*Exercise description:* The lines to extract run from the first line of the material below to the line containing "filter:drop-shadow(0 0 2px", both included; leave the pictures behind.

(Study material begins)

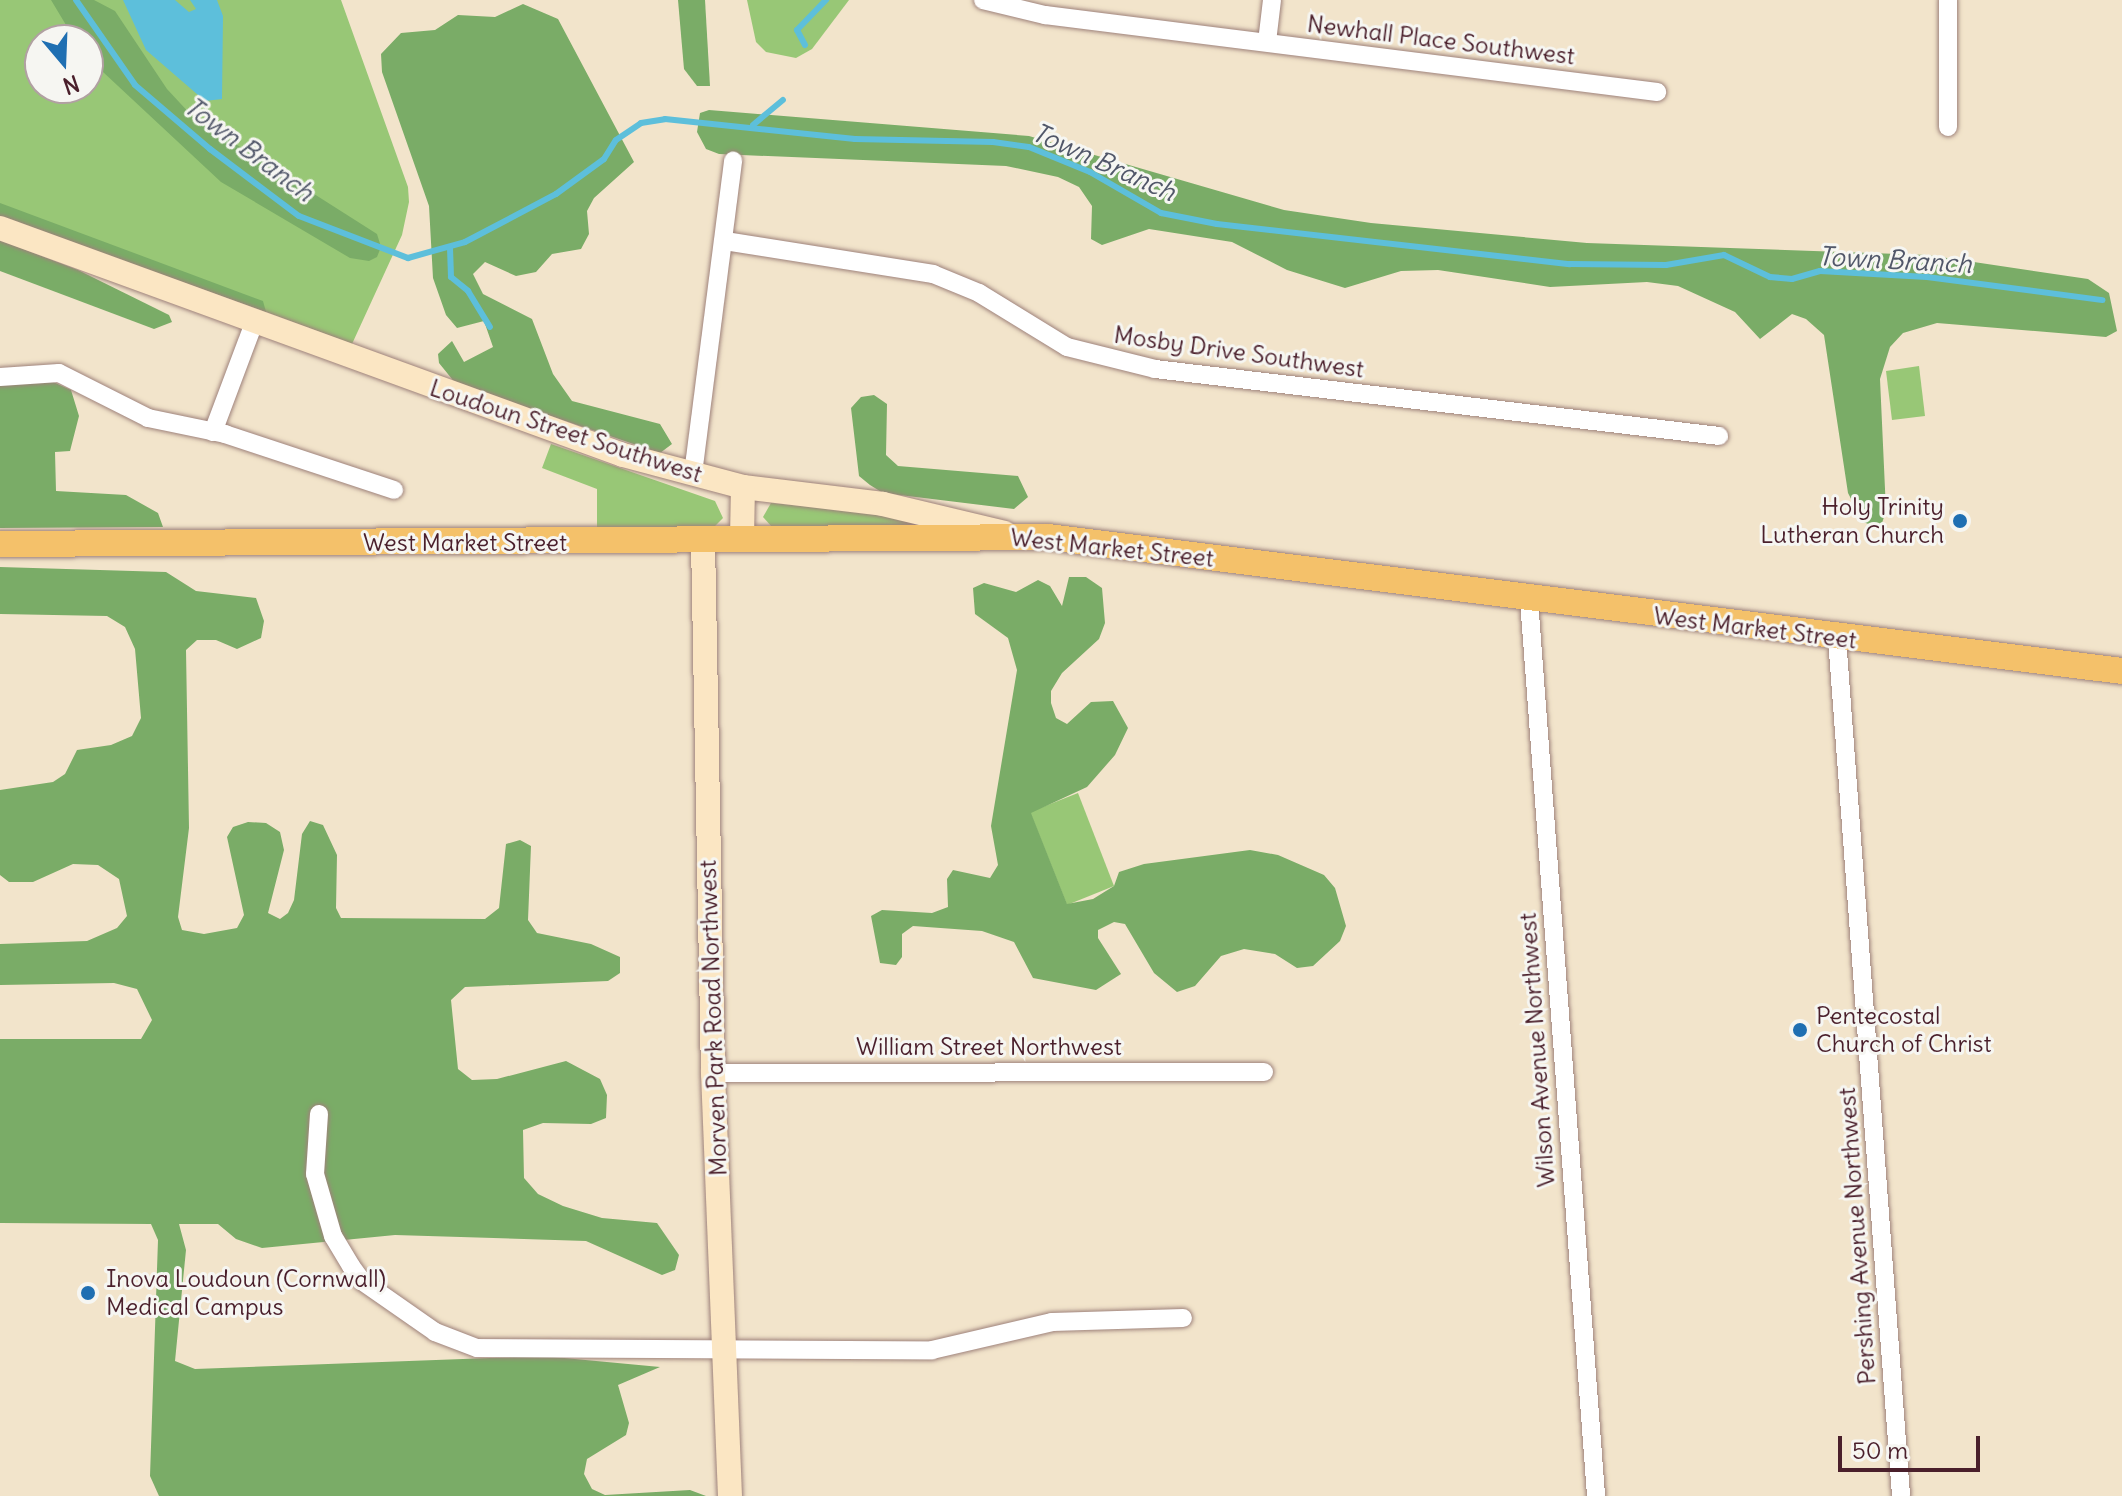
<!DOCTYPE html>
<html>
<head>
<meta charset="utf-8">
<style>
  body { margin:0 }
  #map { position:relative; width:2122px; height:1496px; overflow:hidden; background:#f2e4cb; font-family:Delius,sans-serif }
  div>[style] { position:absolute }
  .green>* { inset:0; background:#98c776 }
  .forest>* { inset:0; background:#7aac67 }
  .water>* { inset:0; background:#5dbfdb }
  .stream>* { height:6px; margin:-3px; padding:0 3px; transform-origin:3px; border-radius:3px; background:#5dbfdb }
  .roads { filter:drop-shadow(0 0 2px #9e827b) drop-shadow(0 0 2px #9e827b) }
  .street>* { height:18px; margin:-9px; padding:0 9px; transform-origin:9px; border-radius:9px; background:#fff }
  .secondary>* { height:24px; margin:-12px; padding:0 12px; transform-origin:12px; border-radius:12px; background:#fbe6c3 }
  .primary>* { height:26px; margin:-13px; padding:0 13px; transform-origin:13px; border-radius:13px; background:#f4c16a }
  .dots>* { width:22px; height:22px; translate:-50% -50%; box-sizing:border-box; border:4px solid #f6f6f2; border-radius:50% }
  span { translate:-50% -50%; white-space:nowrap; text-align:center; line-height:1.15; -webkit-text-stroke:6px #f6f6f2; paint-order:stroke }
  .street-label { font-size:24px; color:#4a1f2b }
  .poi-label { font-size:24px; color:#4a1f2b }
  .right { translate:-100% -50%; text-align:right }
  .left { translate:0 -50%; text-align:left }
  .water-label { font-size:26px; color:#515769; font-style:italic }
  .north { position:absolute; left:24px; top:24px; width:80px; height:80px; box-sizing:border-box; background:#f6f6f2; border:2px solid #b1a0a2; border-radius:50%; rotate:161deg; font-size:22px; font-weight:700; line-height:32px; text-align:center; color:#4a1f2b }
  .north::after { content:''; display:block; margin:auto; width:28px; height:36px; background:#1f6fb2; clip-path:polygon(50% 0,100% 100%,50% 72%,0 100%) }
  .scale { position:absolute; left:1838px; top:1436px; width:142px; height:36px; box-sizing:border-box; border:4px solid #4a1f2b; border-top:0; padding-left:10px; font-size:24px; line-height:28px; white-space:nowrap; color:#4a1f2b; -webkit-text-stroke:6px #f6f6f2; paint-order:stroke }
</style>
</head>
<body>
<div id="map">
  <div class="green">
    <div style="clip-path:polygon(evenodd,0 0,341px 0,408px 187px,409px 202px,402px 235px,352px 344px,0 213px,0 0,40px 40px,88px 40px,88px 88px,40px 88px,40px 40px)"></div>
    <div style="clip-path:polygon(747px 0,849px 0,812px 49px,796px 58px,766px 52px,756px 42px)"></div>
    <div style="clip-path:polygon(1919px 366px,1925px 416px,1892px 420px,1886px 371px)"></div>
    <div style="clip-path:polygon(551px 444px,715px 501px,723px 518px,714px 527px,597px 530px,597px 489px,542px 468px)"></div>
    <div style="clip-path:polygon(771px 503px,887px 514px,945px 527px,772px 527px,763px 517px)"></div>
    <div style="clip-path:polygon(1078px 793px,1114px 886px,1067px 905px,1030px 812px)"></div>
  </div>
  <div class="forest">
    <div style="clip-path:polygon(51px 0,94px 0,115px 11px,167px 89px,193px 117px,377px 234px,381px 247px,377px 257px,369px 261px,350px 258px,221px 182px,88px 58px,88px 40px,75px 40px)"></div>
    <div style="clip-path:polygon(678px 0,705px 0,710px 86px,697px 86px,684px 69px)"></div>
    <div style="clip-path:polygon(523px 4px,558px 19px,634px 162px,594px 198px,587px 211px,589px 234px,581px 249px,552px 254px,536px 272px,516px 276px,485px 262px,473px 274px,483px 294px,532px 319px,553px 374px,572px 401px,660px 424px,672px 444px,660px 453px,456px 384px,439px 363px,438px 354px,452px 341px,464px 362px,493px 347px,484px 321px,457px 328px,446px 315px,433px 278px,429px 206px,382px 72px,381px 54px,401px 33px,435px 30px,458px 15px,495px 17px)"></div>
    <div style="clip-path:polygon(709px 110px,1029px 136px,1284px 210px,1371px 223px,1587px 243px,1927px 255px,2088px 279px,2109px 293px,2117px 331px,2106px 337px,1937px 323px,1903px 333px,1890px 347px,1880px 379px,1886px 511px,1882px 523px,1874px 526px,1863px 522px,1848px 493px,1824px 335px,1806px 319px,1792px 314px,1760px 339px,1735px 312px,1678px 286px,1647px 282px,1550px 287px,1438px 270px,1401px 271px,1345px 288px,1287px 270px,1232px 242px,1149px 229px,1102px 245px,1091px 239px,1092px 206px,1079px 187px,1058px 177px,1006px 166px,719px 154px,706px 149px,697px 132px,700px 113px)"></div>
    <div style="clip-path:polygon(0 203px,263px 301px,266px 312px,0 217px)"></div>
    <div style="clip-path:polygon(0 240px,78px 270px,169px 315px,172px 322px,154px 329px,0 271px)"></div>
    <div style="clip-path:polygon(51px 381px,71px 390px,79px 416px,70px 451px,55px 452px,56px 491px,126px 495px,158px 513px,163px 527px,0 528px,0 385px)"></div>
    <div style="clip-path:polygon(874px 395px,887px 404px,886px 455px,898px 466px,1018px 476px,1028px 497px,1014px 509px,883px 493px,870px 485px,859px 476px,851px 408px,861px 397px)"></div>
    <div style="clip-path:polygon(0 567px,166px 572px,196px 591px,256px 598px,264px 621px,261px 638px,237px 649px,216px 640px,197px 640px,186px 650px,189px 828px,178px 917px,182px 930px,204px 934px,237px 928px,244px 915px,227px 837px,233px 827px,248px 822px,266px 823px,280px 832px,284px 850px,268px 913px,280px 919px,288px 913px,294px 900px,302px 834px,310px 821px,323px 825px,337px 855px,336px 908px,341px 918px,485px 919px,499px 908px,506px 844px,520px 840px,531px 846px,528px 920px,537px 933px,591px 944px,620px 957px,620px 973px,608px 981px,465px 987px,451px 1000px,458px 1069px,472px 1080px,497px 1079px,566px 1061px,600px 1079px,607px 1095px,606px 1118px,591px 1124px,543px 1123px,523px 1130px,524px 1178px,538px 1194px,563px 1206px,602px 1218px,657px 1223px,679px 1255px,675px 1270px,662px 1275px,586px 1241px,395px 1235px,262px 1248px,236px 1239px,218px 1224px,179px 1224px,186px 1250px,175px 1361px,195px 1369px,543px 1356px,660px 1367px,618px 1385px,629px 1423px,626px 1435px,587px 1459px,584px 1474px,592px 1489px,605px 1495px,690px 1490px,706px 1496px,159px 1496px,150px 1476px,158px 1240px,151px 1224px,0 1223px,0 1039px,141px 1039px,152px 1020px,137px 989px,114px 983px,0 985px,0 944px,87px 941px,117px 928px,127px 916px,119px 879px,98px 865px,73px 864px,33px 882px,9px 882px,0 875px,0 790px,53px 782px,65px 774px,77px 750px,111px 745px,132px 736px,141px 718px,135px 649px,125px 627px,107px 616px,0 614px)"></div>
    <div style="clip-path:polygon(1069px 577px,1086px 577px,1102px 588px,1105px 623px,1099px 639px,1062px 673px,1051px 691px,1051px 703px,1056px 718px,1067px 724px,1091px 702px,1113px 701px,1128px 728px,1115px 755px,1087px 787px,1031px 813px,1067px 904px,1093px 899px,1114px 886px,1119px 872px,1144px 864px,1250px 850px,1278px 855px,1324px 875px,1335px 888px,1346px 926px,1340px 941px,1313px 966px,1297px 968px,1275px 954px,1244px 949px,1221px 956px,1195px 986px,1177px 992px,1154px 973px,1125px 924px,1114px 922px,1098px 930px,1098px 938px,1121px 974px,1096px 990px,1033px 978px,1014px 942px,982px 931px,913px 926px,902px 934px,902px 957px,896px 965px,880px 963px,871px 916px,882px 910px,932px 913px,948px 907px,947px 879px,953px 870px,990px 878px,998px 865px,991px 826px,1017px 670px,1008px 638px,975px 614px,973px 588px,984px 583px,1016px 592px,1038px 580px,1050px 586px,1062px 606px)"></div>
  </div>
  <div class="water">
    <div style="clip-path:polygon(123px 0,175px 0,189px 12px,196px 9px,190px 0,217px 0,223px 16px,222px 99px,205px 101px,146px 50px)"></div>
  </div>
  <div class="stream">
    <div style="left:76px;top:0;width:103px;rotate:55.2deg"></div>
    <div style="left:135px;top:85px;width:99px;rotate:40.5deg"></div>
    <div style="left:210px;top:149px;width:111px;rotate:37deg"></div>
    <div style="left:299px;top:216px;width:117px;rotate:21.1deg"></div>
    <div style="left:408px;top:258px;width:59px;rotate:-15.7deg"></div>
    <div style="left:465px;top:242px;width:103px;rotate:-27.8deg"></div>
    <div style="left:556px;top:194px;width:59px;rotate:-36.1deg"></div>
    <div style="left:604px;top:159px;width:22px;rotate:-58deg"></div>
    <div style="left:616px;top:140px;width:30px;rotate:-34deg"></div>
    <div style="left:641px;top:123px;width:24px;rotate:-9deg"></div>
    <div style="left:665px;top:119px;width:191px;rotate:6deg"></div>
    <div style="left:855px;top:139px;width:138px;rotate:1.2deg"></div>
    <div style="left:993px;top:142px;width:36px;rotate:8deg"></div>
    <div style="left:1029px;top:147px;width:66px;rotate:22.3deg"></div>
    <div style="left:1090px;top:172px;width:82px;rotate:30deg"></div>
    <div style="left:1161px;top:213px;width:57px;rotate:11.1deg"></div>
    <div style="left:1217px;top:224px;width:355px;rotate:6.5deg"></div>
    <div style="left:1570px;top:264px;width:96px;rotate:0.6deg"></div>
    <div style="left:1666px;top:265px;width:59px;rotate:-9.8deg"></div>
    <div style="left:1724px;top:255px;width:51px;rotate:25.6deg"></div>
    <div style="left:1770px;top:277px;width:22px;rotate:5deg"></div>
    <div style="left:1792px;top:279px;width:29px;rotate:-16deg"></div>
    <div style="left:1820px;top:271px;width:107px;rotate:3.2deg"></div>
    <div style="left:1927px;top:277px;width:177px;rotate:7.5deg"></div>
    <div style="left:805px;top:45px;width:17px;rotate:-118deg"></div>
    <div style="left:797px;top:30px;width:42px;rotate:-46deg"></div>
    <div style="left:753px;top:125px;width:39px;rotate:-40deg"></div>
    <div style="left:450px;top:248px;width:29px;rotate:88deg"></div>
    <div style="left:451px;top:277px;width:22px;rotate:39deg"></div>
    <div style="left:468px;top:291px;width:42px;rotate:58.6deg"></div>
  </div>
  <div class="roads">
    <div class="street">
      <div style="left:983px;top:0;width:64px;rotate:13.6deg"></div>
      <div style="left:1045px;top:15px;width:617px;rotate:7.17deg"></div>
      <div style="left:1948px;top:0;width:127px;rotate:90deg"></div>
      <div style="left:1267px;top:42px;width:42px;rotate:-83.2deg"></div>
      <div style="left:725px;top:241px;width:211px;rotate:9deg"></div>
      <div style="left:933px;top:274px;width:50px;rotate:22.4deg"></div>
      <div style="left:979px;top:293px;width:103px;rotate:31.5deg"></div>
      <div style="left:1067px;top:347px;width:91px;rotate:14deg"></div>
      <div style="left:1155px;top:369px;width:568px;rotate:6.77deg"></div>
      <div style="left:0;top:377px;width:59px;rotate:-3.9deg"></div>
      <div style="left:59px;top:373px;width:100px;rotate:26.8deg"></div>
      <div style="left:148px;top:418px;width:79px;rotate:11.7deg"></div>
      <div style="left:225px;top:434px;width:178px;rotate:18.3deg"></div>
      <div style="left:213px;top:432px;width:116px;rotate:-69.4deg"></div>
      <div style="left:693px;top:474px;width:316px;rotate:-82.7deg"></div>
      <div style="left:1529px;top:600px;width:899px;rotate:85.72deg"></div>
      <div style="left:1837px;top:638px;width:860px;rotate:85.73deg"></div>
      <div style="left:713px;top:1073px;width:551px;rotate:-0.1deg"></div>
      <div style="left:319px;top:1114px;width:60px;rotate:93.8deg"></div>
      <div style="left:315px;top:1174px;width:65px;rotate:73.8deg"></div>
      <div style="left:333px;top:1236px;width:35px;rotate:59deg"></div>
      <div style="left:351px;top:1266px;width:19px;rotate:54deg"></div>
      <div style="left:362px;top:1281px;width:89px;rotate:34.9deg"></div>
      <div style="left:435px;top:1332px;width:45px;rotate:20.9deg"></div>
      <div style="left:477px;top:1348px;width:455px;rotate:0.3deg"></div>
      <div style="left:932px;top:1350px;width:123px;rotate:-13.1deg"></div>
      <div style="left:1052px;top:1322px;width:131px;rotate:-1.7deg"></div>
    </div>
    <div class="secondary">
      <div style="left:0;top:228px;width:663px;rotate:20.02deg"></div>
      <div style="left:623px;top:455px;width:124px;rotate:14.9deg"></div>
      <div style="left:743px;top:487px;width:141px;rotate:6.9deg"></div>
      <div style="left:883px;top:504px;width:125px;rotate:13.4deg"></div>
      <div style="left:742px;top:538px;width:51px;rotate:-88.9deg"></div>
      <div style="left:703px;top:540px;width:533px;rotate:88.93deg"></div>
      <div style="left:713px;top:1073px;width:423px;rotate:87.7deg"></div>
    </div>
    <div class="primary">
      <div style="left:0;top:544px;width:1048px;rotate:-0.38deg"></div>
      <div style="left:1048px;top:537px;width:1082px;rotate:7.11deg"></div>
    </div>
  </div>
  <div class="dots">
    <div style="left:1960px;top:521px;background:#1f6fb2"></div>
    <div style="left:1800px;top:1030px;background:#1f6fb2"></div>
    <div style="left:88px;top:1293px;background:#1f6fb2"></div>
  </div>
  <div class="street-label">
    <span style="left:1441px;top:40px;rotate:7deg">Newhall Place Southwest</span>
    <span style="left:1239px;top:352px;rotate:8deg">Mosby Drive Southwest</span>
    <span style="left:566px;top:431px;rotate:18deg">Loudoun Street Southwest</span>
    <span style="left:465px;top:543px">West Market Street</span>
    <span style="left:1112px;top:548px;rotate:6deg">West Market Street</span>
    <span style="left:1755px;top:628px;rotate:7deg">West Market Street</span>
    <span style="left:713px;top:1018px;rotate:-92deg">Morven Park Road Northwest</span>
    <span style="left:989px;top:1047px">William Street Northwest</span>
    <span style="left:1537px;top:1050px;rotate:-94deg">Wilson Avenue Northwest</span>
    <span style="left:1857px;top:1236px;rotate:-94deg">Pershing Avenue Northwest</span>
  </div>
  <div class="poi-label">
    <span class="right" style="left:1944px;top:521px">Holy Trinity<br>Lutheran Church</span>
    <span class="left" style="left:1816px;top:1030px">Pentecostal<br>Church of Christ</span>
    <span class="left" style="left:106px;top:1293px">Inova Loudoun (Cornwall)<br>Medical Campus</span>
  </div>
  <div class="water-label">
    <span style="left:249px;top:149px;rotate:37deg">Town Branch</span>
    <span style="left:1104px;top:162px;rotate:24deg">Town Branch</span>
    <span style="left:1895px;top:260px;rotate:3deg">Town Branch</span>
  </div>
  <div class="north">N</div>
  <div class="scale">50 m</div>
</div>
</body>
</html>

(Study material ends)

*Output of the exercise:*
<!DOCTYPE html>
<html>
<head>
<meta charset="utf-8">
<style>
  body { margin:0 }
  #map { position:relative; width:2122px; height:1496px; overflow:hidden; background:#f2e4cb; font-family:Delius,sans-serif }
  div>[style] { position:absolute }
  .green>* { inset:0; background:#98c776 }
  .forest>* { inset:0; background:#7aac67 }
  .water>* { inset:0; background:#5dbfdb }
  .stream>* { height:6px; margin:-3px; padding:0 3px; transform-origin:3px; border-radius:3px; background:#5dbfdb }
  .roads { filter:drop-shadow(0 0 2px #9e827b) drop-shadow(0 0 2px #9e827b) }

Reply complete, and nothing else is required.